Radiographic Assessment
The current radiographic evaluation shows:
- Normal position of prosthetic femoral head relative to acetabular component
- No signs of resorption or fracture along prosthetic components
- No widening of pubic symphysis
- Overall normal appearance of the arthroplasty in standing position
Diagnostic Algorithm for Painful Hip Arthroplasty
Step 1: Rule Out Infection
- Serum inflammatory markers (ESR, CRP)
- Joint aspiration if inflammatory markers are elevated
- Consider combined leukocyte and marrow imaging if infection is suspected (specificity 88-100%) 1
Step 2: Advanced Imaging
CT with metal artifact reduction (CT-MAR) to evaluate for:
- Subtle component loosening (CT-MAR sensitivity 84.85% vs 33-51% for radiographs) 1
- Osteolysis not visible on plain radiographs
- Liner wear or component malposition
Bone SPECT/CT if CT is negative
- Can change management in up to 68% of patients with persistent pain 1
- Can identify non-hip causes of pain (e.g., spine pathology)
Step 3: Pain Management
- Multimodal analgesia with:
- Paracetamol/acetaminophen
- NSAIDs or COX-2 inhibitors (if not contraindicated)

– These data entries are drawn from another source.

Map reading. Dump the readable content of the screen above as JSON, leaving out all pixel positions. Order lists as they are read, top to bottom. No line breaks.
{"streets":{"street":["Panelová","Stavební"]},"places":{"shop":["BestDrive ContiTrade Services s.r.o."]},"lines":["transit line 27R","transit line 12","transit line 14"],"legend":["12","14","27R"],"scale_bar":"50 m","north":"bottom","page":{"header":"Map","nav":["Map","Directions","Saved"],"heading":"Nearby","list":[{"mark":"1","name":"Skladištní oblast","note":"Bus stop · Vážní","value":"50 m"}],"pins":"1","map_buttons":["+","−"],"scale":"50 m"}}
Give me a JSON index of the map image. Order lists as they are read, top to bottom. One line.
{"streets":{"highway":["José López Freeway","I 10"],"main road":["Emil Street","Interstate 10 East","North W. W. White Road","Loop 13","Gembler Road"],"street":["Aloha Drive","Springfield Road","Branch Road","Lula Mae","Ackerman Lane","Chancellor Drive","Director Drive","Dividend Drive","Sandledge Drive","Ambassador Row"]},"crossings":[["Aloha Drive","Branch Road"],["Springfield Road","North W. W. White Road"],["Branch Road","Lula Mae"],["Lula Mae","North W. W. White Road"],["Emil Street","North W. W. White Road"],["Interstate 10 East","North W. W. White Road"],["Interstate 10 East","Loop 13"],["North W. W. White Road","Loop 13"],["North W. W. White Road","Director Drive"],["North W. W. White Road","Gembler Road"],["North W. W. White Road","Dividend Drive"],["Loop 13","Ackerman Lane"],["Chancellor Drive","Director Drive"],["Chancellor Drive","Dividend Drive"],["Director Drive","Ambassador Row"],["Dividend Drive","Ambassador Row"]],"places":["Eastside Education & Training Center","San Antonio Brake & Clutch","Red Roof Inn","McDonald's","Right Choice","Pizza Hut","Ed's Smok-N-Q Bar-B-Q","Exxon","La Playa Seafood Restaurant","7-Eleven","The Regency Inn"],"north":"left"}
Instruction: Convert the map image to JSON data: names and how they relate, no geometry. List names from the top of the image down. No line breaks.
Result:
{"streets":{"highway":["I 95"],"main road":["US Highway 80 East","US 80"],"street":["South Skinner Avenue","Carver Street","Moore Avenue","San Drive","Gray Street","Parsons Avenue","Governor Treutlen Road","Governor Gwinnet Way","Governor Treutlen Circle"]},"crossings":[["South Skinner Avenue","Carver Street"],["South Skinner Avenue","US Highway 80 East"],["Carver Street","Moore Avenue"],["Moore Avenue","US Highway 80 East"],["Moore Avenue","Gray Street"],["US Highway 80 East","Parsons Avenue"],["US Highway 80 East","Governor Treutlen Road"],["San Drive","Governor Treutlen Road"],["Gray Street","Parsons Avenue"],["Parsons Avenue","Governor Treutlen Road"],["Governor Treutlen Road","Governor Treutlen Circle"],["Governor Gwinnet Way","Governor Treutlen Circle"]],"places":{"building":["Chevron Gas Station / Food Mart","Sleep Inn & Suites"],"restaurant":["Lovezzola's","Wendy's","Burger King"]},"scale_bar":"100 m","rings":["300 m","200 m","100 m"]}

- Consider single dose of dexamethasone 8-10mg IV for anti-inflammatory effect 1
Step 4: Management Based on Diagnosis
If No Mechanical Issue Identified:
- Physical therapy focused on hip strengthening and gait training
- Avoid intra-articular injections if possible (may increase infection risk if revision needed) 1
- Consider pain management consultation for non-mechanical pain
If Mechanical Issue Identified:
- For component loosening: Revision surgery
- For periprosthetic fracture: Surgical fixation
- For infection: Two-stage revision with antibiotic spacer
Important Considerations
Timing: Early complications after THA can be safely addressed with immediate revision if needed 2
Avoid delay if mechanical issue identified: Delaying revision for bone loss, deformity, or instability can increase technical difficulty and worsen outcomes 1
Common pitfalls:
- Failing to consider spinopelvic parameters in patients with spinal deformity (can lead to instability despite "safe zone" component positioning) 3
- Delaying treatment of infection (can lead to progressive bone loss, with 68% of patients experiencing femoral bone loss and 43% experiencing acetabular bone loss during treatment) 4
- Missing non-hip sources of pain (lumbar spine pathology can refer pain to the hip)
Patient expectations: Discuss that 8-19% of patients may experience persistent pain after THA despite technically successful surgery 5
If the pain persists despite normal imaging and initial management, a systematic approach to identify less common causes should be pursued, including evaluation for adverse local tissue reactions, tendinopathies, or referred pain from other sources.